Manchester by the Sea is located on Boston's North Shore and is bordered by Beverly and Wenham on the west, Hamilton and Essex on the north, Gloucester on the east, and the Atlantic Ocean on the south. The quiet residential town boasts a long history and quaint town center that wraps around one of New England's finest small harbors. A brief town history follows.

The Town of Manchester-by-the-Sea was included in a grant of land to the Massachusetts Bay Colony made in 1629 by Charles I who signed their charter in that year. By June of the same year the first ship, the Talbot, dropped anchor in Manchester Harbor carrying settlers for the new town. Formally incorporated in 1645, the young community displayed its moral foundations by adopting a set of laws and regulations that prohibited the slave trade, made cruelty to animals a civil offence and forbade imprisonment for debt.
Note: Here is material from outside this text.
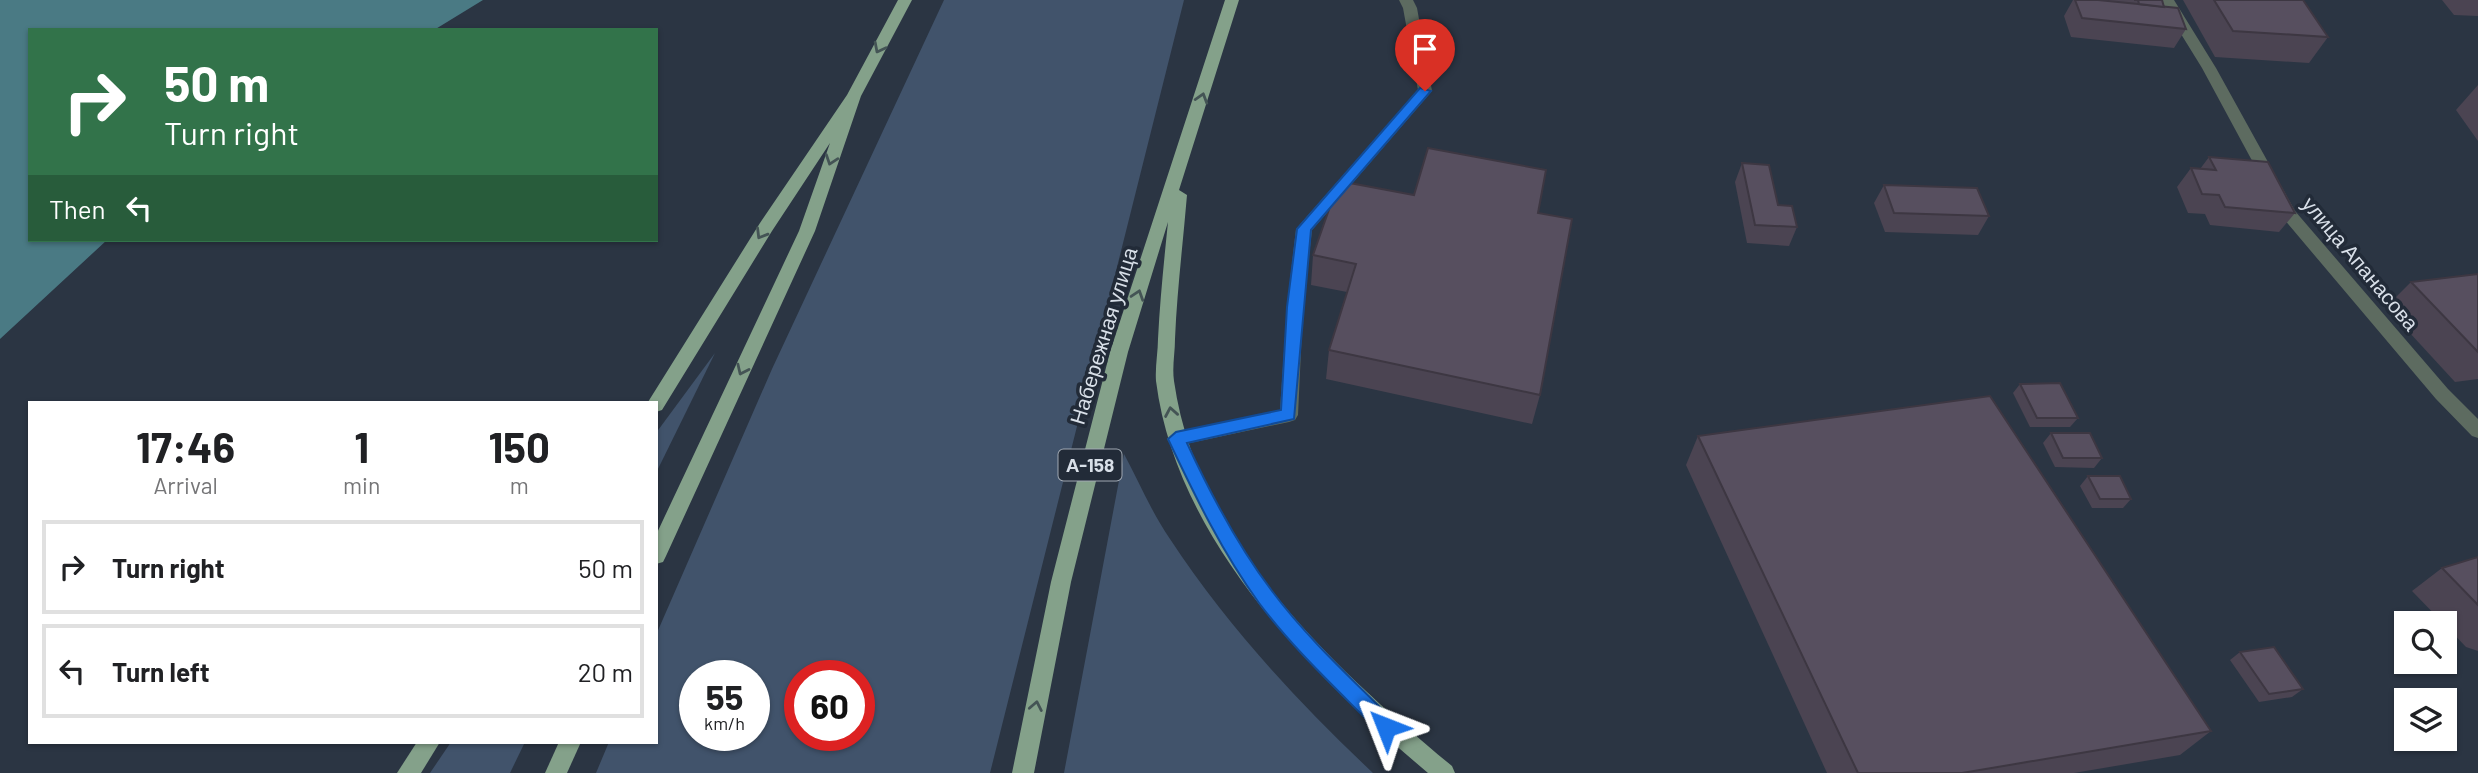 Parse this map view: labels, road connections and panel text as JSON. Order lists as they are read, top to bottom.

Historians point out that these goodly beginnings may have led the colonists to go overboard as they continued to try to legislate all behavior with laws about how to conduct a courtship, laws against "excess in apparel" or "immodest laying out of theire haire". In 1644 a tide-mill was established, in 1668 a sawmill was built and in 1684 Aaron Bennett set up a grist mill. Foreshadowing its maritime future, John Norton began building ships on land granted him near the shore in 1684. By 1700 the prosperous burghers of Manchester were able to pay Masconomet, the sagamore of the Agawam Indians, 3 pounds and 19 shillings in silver money for all rights to the lands on which the town stood.

The town's economy was based on some farming and a lot of fishing for cod and mackerel, and Manchester men were known as good mariners. In 1810, 50 masters of vessels were Manchester residents. Manchester men were patriotic as well and they served in the successful assault on Louisburg in Canada, while the town meeting raised money to support the Minute Men. The life of the town was largely maritime with a fishing fleet, fish yards and fish storage warehouses until the decay of the fishing industry freed workers for the newly expanded woodworking and cabinet making jobs.

In 1845 a new phase opened in the town when the first summer resident, poet Richard Dana, built his vacation home. Manchester quickly became a very fashionable watering place for wealthy people from the city and the town gained an increasingly important summer population. In 1868 the original Town Hall was built, while the public library was given to the town by the Hon. T. Jefferson Coolidge, a summer resident in 1886. In modern times, Manchester has retained its reputation as a fashionable summer address, while developing a new suburban population as a handsome residential community.